Jennings was referring to a series of made-for-social-media attacks that Fetterman launched on Oz, including one that involved a comment Oz made at a grocery store that was perceived as out of touch and accusations that Oz was associated with medical experiments on dogs.

“That’s over now. It’s October. You can’t really hide from it anymore,” Jennings said. “At some point, voters are going to find some of these distractions pretty trivial or even silly.”

Fetterman has said he plans to rely on the closed-captioning technology at the Oct. 25 debate with Oz.

The stakes, already high, rocketed up with Fetterman’s latest worrying display.

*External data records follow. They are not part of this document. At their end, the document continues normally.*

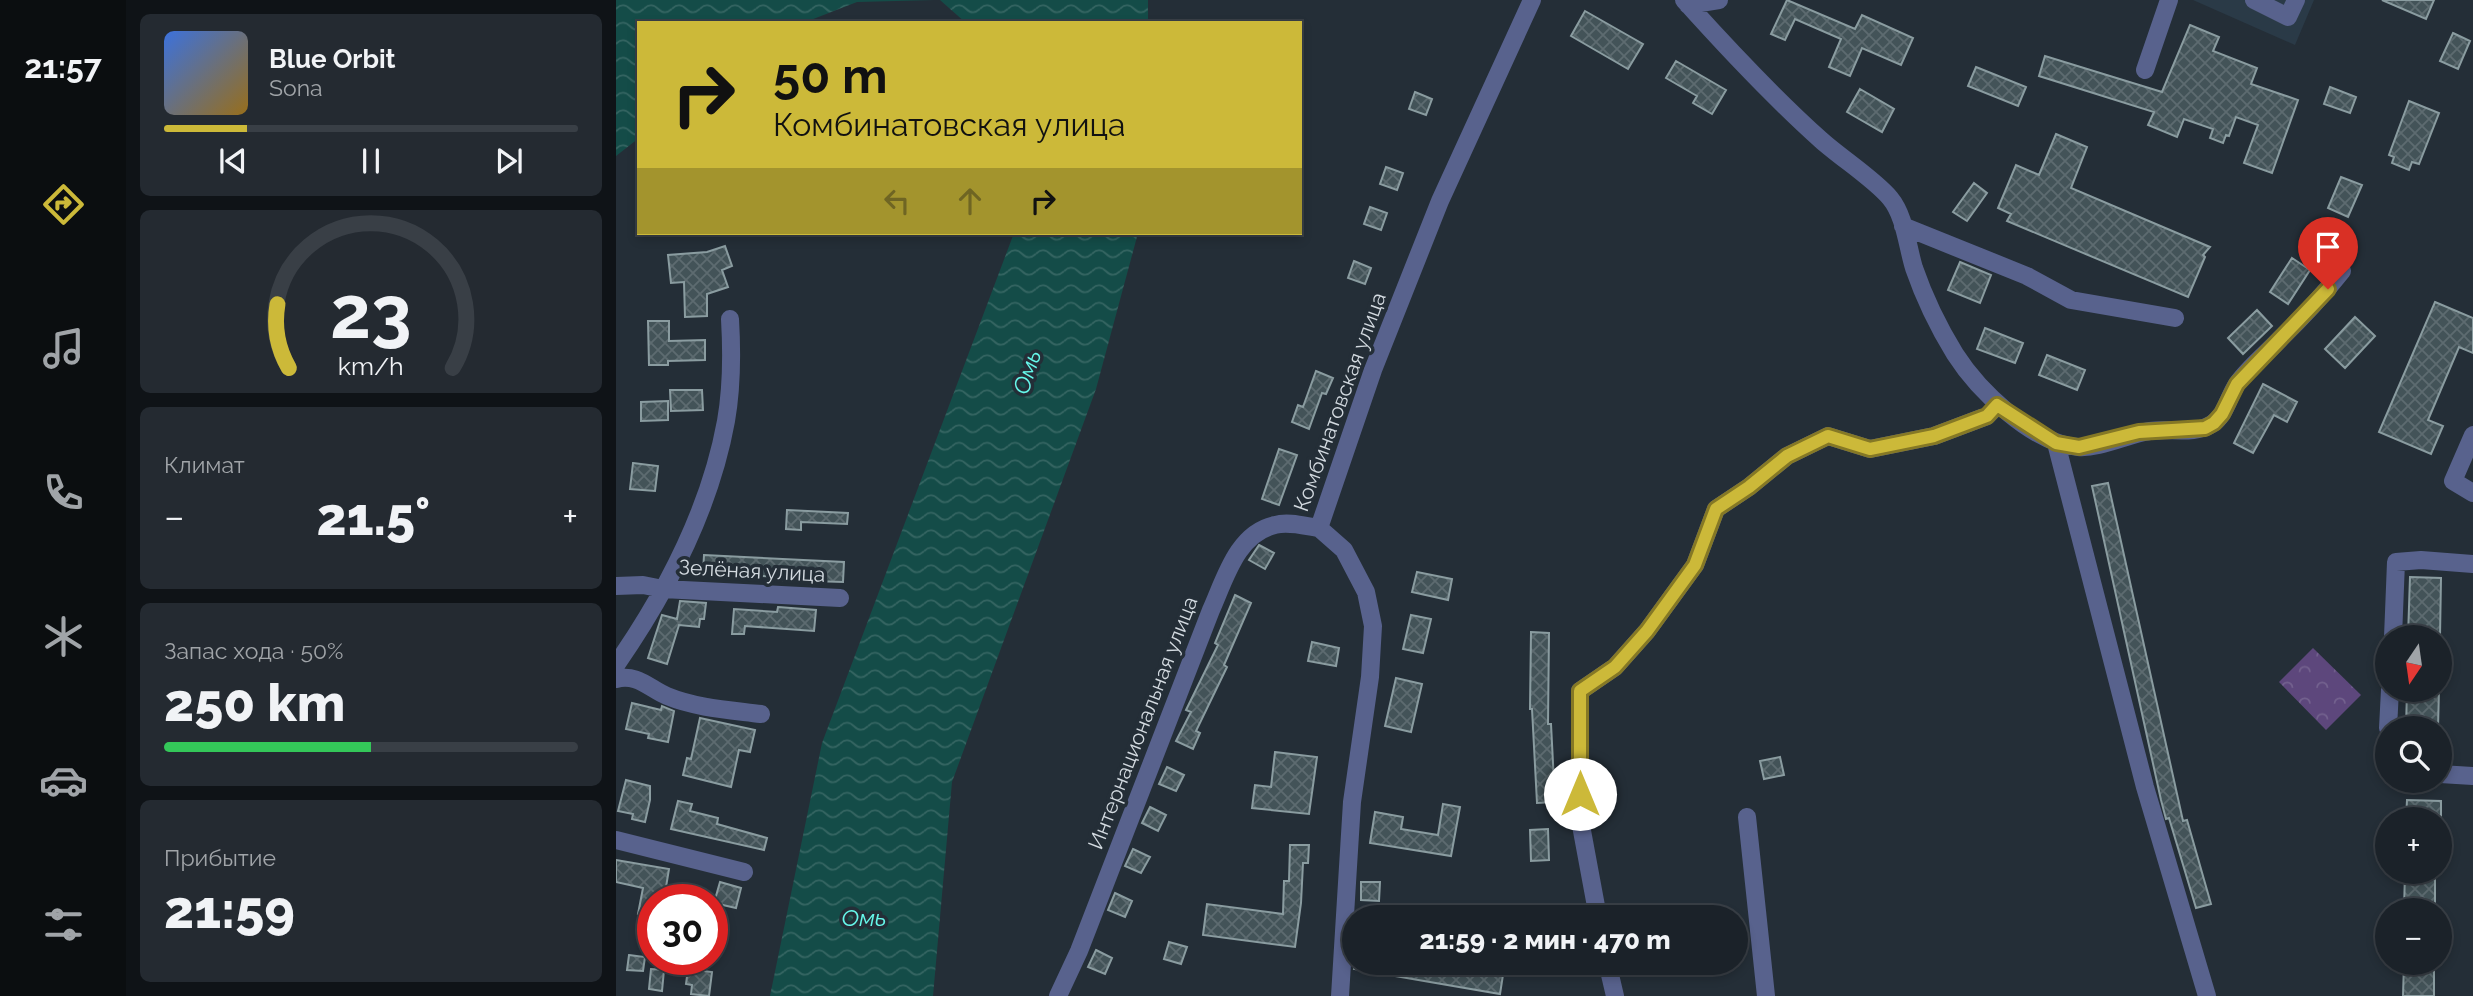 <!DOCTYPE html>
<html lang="ru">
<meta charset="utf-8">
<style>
body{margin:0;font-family:Raleway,sans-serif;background:#242a31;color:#f1f3f6;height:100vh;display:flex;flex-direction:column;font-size:26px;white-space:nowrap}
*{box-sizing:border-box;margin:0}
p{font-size:23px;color:#a0a4a8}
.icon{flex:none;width:38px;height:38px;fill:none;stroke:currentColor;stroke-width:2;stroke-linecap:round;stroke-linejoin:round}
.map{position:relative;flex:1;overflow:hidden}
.panel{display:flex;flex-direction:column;gap:14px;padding:14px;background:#0f1317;width:490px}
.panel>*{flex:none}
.top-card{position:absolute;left:21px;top:21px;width:665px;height:214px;border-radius:0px;box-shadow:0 4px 10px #0003,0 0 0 2px #393f46;background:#ccb939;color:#111;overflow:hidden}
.needle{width:46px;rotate:193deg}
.tools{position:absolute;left:1759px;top:625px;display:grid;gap:14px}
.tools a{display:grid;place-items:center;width:77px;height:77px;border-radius:50%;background:#1b2229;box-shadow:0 4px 10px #0003,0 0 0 2px #393f46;font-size:35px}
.speed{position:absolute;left:21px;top:884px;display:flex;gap:14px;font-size:35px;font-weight:700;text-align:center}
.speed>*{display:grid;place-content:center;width:91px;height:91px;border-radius:50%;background:#1b2229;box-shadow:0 4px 10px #0003,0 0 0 2px #393f46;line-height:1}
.speed .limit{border:10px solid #d22;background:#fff;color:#111}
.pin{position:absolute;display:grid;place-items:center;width:60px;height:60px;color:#fff;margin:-72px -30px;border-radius:50% 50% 50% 0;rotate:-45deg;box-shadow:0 0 7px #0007}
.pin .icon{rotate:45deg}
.me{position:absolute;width:77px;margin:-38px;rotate:0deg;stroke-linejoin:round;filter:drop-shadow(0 0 5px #0008)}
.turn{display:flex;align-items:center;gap:24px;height:147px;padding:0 21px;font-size:32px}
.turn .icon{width:91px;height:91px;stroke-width:2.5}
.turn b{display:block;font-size:49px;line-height:60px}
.lanes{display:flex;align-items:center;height:66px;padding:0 21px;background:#0003;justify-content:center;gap:35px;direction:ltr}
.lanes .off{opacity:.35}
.big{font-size:52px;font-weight:800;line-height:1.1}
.panel .card{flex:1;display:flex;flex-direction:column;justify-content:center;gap:10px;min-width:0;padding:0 24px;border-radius:10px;background:#242a31}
.panel .dial{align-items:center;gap:0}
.dial svg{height:182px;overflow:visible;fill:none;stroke:#393f46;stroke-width:7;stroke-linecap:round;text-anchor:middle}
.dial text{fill:#f1f3f6;stroke:none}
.song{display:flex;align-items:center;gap:21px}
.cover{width:84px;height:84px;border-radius:10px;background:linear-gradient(135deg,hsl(220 70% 55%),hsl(40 70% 35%))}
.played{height:7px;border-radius:4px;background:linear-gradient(90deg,#ccb939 20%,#393f46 20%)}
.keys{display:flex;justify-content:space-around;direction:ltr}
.heat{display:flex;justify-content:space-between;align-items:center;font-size:38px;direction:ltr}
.charge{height:10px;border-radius:5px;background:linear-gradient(90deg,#34c759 50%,#393f46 0)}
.trip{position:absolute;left:726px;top:905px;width:406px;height:70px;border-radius:35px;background:#1b2229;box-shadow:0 4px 10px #0003,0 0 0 2px #393f46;font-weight:800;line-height:70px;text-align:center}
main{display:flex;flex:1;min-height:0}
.tabs{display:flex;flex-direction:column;width:126px;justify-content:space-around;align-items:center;background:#0b0e10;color:#a0a4a8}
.tabs .icon{width:49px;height:49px}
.tabs .on{color:#ccb939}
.tabs b{font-size:32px;color:#f1f3f6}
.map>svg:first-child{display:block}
.built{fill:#2a3a47}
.park{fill:url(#park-crowns)}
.water{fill:url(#water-waves)}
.building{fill:url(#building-cross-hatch);stroke:#8a9ca0;stroke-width:2}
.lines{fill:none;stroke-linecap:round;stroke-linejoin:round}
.minor{stroke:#58628d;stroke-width:18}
.route-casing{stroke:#857825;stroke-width:18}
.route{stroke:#ccb939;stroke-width:12}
.labels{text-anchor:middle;stroke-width:7;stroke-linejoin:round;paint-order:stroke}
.street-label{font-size:21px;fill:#d3dae0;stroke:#242e37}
.water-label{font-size:23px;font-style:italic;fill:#66f8eb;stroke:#242e37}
</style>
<main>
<nav class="tabs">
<b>21:57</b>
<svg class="icon on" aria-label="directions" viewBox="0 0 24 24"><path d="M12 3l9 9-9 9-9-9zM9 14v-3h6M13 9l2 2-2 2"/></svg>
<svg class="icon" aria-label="music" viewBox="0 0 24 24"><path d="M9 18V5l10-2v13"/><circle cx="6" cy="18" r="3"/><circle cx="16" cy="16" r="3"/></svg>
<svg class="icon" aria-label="phone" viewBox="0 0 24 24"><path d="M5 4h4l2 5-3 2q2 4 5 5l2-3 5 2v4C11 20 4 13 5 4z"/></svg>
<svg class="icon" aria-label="climate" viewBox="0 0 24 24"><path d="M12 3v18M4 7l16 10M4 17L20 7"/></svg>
<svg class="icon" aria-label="car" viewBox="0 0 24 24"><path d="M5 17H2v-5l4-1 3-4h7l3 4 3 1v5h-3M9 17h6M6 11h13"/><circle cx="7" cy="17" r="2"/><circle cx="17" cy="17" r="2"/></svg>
<svg class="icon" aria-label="filters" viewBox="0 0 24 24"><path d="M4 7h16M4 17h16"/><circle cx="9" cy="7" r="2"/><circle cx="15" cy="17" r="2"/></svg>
</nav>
<section class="panel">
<div class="card">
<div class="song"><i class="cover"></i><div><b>Blue Orbit</b><p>Sona</p></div></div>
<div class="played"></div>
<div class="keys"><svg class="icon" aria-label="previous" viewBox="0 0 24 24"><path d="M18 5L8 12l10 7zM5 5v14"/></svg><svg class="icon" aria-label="pause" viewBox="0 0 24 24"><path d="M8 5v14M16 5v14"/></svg><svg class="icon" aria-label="next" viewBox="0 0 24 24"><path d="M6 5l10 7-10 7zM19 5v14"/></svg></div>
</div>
<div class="card dial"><svg viewBox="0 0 100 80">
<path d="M14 69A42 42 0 1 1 86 69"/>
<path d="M14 69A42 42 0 0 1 9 41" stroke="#ccb939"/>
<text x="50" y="56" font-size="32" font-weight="700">23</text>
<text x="50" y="72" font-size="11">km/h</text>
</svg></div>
<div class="card"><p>Климат</p>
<div class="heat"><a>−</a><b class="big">21.5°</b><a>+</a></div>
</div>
<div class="card"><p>Запас хода · 50%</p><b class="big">250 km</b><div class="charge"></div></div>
<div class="card"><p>Прибытие</p><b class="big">21:59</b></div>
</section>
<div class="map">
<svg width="1857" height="996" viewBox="0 0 1857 996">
<defs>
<pattern id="park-crowns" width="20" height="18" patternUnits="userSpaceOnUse" patternTransform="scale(1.75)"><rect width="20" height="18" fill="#5d477c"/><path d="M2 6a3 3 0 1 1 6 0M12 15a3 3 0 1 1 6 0" fill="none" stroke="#73618e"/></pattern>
<pattern id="water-waves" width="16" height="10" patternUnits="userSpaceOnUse" patternTransform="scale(1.75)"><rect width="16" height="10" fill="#144c48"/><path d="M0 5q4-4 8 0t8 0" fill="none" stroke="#356562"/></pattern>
<pattern id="building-cross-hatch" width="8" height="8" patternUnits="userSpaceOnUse" patternTransform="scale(1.75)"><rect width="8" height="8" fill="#435358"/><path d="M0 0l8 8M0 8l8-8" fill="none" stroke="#5d6b70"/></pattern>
</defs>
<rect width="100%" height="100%" fill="#242e37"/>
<!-- built -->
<path class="built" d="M1577 0H1698L1679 45Z"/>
<!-- park -->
<path class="park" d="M1697 648 1745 695 1710 730 1663 682Z"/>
<!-- water -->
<path class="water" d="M0 0H318L241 2 187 23H23V138L0 156Z
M324 0H532V23H350Z
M398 233H522L480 389 336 782 317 996H154L206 743Z"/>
<!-- building -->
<path class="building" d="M1171 0 1239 29 1246 15 1297 38 1285 65 1246 48 1234 76 1213 67 1225 39 1179 19 1169 40 1155 34Z
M1766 0H1818L1810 19Z
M969 11 1027 44 1012 69 955 36Z
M1574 25 1603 37 1597 51 1641 68 1635 84 1682 100 1656 173 1628 163 1642 125 1620 117 1613 136 1610 135 1607 143 1594 138 1597 129 1568 119 1561 137 1532 125 1538 112 1423 76 1429 56 1546 92Z
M1837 33 1854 41 1842 69 1824 61Z
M1060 61 1110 90 1096 114 1077 103 1081 96 1050 78Z
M1360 67 1410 87 1402 106 1352 86Z
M1714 87 1740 97 1734 113 1708 104Z
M1244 89 1278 109 1266 132 1231 112Z
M799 92 816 99 810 115 793 109Z
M1793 101 1823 113 1803 164 1796 162 1793 170 1776 163 1778 157 1773 155Z
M1440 134 1471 147 1455 188 1594 247 1587 255 1589 257 1572 297 1391 221 1395 214 1382 208 1400 165 1423 175Z
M770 167 787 173 781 190 764 184Z
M1725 177 1746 185 1732 217 1712 208Z
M1358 183 1371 193 1351 221 1337 212Z
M754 207 771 213 765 230 748 224Z
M109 246 116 266 106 270 112 287 91 294V316L69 317 68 282 55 283 52 255 91 252Z
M1676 258 1694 270 1672 304 1654 292Z
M738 261 755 268 749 284 732 278Z
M1344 262 1375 275 1364 303 1332 290Z
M1819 302 1857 318V353L1843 347 1812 420 1827 426 1815 454 1763 432Z
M1641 310 1656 326 1627 354 1612 338Z
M1739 317 1759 336 1729 368 1709 349Z
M32 321H53V341L89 340V360L52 361V365H33Z
M1369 328 1407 343 1399 363 1361 349Z
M1431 355 1469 370 1461 390 1423 375Z
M700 371 717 378 710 394 706 393 693 429 676 422 682 405 687 407Z
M1647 384 1681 402 1671 422 1658 415 1637 453 1618 443Z
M54 390H86L87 410 55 411Z
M52 401V420L25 421V402Z
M663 449 681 455 663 505 646 499Z
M17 463 42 466 39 491 14 489Z
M1492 483 1567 821 1571 820 1595 904 1580 908 1553 818 1550 819 1545 800 1476 486Z
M171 510 232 513 231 524 185 522V530L170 529Z
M643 545 658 553 649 569 633 560Z
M88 555 228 562 227 582 165 580V577L87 573Z
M801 572 836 579 832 600 796 592Z
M1794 577 1825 578 1824 637H1792Z
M619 595 635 603 608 665 611 667 580 731 584 733 577 749 560 741 575 712 570 710 602 645 599 643Z
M64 601 90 603 88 619H84L83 627 63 625 51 664 32 658 46 615 61 619Z
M162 607 200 610 198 631 129 626 128 634H116L118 609 161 612Z
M795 615 815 619 807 653 787 649Z
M915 632 933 633 932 724H935L939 802 921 803 916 709H914Z
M696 642 723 648 720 666 692 661Z
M780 678 806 684 795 732 769 726Z
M1791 690H1823L1822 728H1790Z
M16 703 45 710 46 706 58 711 52 742 32 738 33 734 10 729Z
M84 718 139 730 134 752 123 750 115 787 67 775 71 758 75 759Z
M659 752 701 757 693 814 636 808 639 785 655 787Z
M1164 757 1168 775 1148 779 1144 761Z
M551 767 568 775 560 791 543 784Z
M10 780 34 786V800L29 822 16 819 17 814 2 811Z
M1791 800 1825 801V819H1790Z
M62 801 76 804 74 811 102 818 101 824 151 838 148 850 55 829Z
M827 804 844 807 835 856 754 843 759 812 787 817 785 829 822 835Z
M534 807 550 815 542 831 526 823Z
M932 829 933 860 915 861 914 830Z
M674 845H693L692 863H687L685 903 679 947 587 935 591 904 667 914 668 881H673Z
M517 849 534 857 525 873 509 866Z
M0 860 53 869 49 893 44 892 43 900H37V917L22 914 27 888 0 882Z
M1789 872H1819V910H1788Z
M104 882 125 888 120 908 98 903Z
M745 882H764L763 901 745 900Z
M499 893 516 901 509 917 492 910Z
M553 942 571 947 565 964 548 959Z
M480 950 496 958 489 974 472 967Z
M13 955 29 957 27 971 11 970Z
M739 962H889L884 994 738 969Z
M1788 962H1818V996H1787Z
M35 969 48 970 46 991 33 989Z
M72 969 96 972 93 996 75 994 76 985 70 984Z"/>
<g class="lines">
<!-- minor -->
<path class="minor" d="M1068 0C1112 49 1156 96 1205 140 1225 158 1258 179 1274 198 1289 216 1291 245 1298 268 1308 297 1323 328 1339 354 1362 390 1417 444 1462 447 1483 449 1512 434 1534 431 1553 428 1579 435 1596 424 1610 415 1612 397 1621 384 1633 367 1651 353 1665 338 1687 317 1707 295 1726 271
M1638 0 1672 17 1680 0
M1072 5 1103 0
M1529 70 1553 0
M1287 226 1411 276 1455 300 1559 318
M1857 435 1837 481 1857 493
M1440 443 1529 787 1591 996
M703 528 757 370 824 201 916 0
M703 528 728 550 750 592 757 626 754 677 736 802 724 996
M0 586 27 585 47 589 224 598
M1777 637 1780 562 1805 560 1857 564
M0 665C50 593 94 509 110 421 116 387 116 353 114 319
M0 679C21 673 34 689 51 696 80 708 114 710 145 714
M1772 728 1774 690
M1771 742V745
M1824 774 1857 776
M1131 817 1150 996
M0 840 128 872
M982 917 964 820V691L999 667 1031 631 1079 565 1100 509 1133 487 1171 456 1212 436 1254 449 1318 436 1371 416 1382 405
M991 962 999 996
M442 996 463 951 595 610C609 579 621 533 659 525 672 521 689 526 703 528"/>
</g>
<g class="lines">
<!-- route casing -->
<g class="route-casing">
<path id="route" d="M964 794V691L999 667 1031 631 1079 565 1100 509 1133 487 1171 456 1212 436 1254 449 1318 436 1371 416 1381 405 1440 443 1463 447 1523 432 1589 428 1598 423 1606 414 1621 384 1712 289"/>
</g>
<!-- route -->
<use href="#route" class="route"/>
</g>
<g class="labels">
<!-- street labels -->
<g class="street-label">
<text transform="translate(724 402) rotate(-70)" y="7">Комбинатовская улица</text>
<text transform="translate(136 571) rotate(3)" y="7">Зелёная улица</text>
<text transform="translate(527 723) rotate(-69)" y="7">Интернациональная улица</text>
</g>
<!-- water labels -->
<g class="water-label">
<text transform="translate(411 372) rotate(-72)" y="8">Омь</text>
<text x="248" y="926">Омь</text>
</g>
</g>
</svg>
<div class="tools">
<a><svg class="needle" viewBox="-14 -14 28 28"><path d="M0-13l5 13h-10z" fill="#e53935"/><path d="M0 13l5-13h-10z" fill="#a0a4a8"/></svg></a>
<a><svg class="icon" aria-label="search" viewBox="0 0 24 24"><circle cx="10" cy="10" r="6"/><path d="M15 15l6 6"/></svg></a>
<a>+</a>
<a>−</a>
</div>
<div class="speed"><div class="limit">30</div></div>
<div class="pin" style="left:1712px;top:289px;background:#d93025"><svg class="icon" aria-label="arrive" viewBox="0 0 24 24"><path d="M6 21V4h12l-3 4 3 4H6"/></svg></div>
<svg class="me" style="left:964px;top:794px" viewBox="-20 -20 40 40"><circle r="19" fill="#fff"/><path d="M0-13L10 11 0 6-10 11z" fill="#ccb939"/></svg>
<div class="trip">21:59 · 2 мин · 470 m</div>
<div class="top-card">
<div class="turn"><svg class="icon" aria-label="right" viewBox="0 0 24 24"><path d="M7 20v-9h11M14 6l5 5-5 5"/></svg><div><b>50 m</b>Комбинатовская улица</div></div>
<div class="lanes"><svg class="icon off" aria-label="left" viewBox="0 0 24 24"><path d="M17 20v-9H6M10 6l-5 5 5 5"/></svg><svg class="icon off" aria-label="ahead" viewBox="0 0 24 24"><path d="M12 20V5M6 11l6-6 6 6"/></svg><svg class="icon" aria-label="right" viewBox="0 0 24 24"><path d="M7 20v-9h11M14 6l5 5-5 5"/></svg></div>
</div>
</div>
</main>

“If he had done 10 debates, it wouldn’t have mattered, but the fact that all the marbles are on one debate and this interview performance was so shaky, I think you’ll have a lot more interest in the race, and it might be more determinative than a normal debate,” Carney said.

Carney predicted far more voters will tune into the Fetterman-Oz debate out of sheer curiosity about how Fetterman will fare thanks to his high-profile misstep.

CLICK HERE TO READ MORE FROM THE WASHINGTON EXAMINER

“I think it will make the viewership much higher because people are going to want to see for themselves, so you’ll have a lot more eyeballs on there,” he said. “So that makes the risk for Fetterman higher.”

For his part, Oz will have to walk a tightrope at the debate — working to highlight what he’ll say is Fetterman’s inability to serve without going too aggressively after a man clearly struggling with his health.

“I just think you can’t be a jerk,” Jennings said of his counsel for how Oz should approach the issue. “I know that’s good advice for most situations in life, but truthfully, I think there’s a way to talk about this, there’s a way to interact on it.”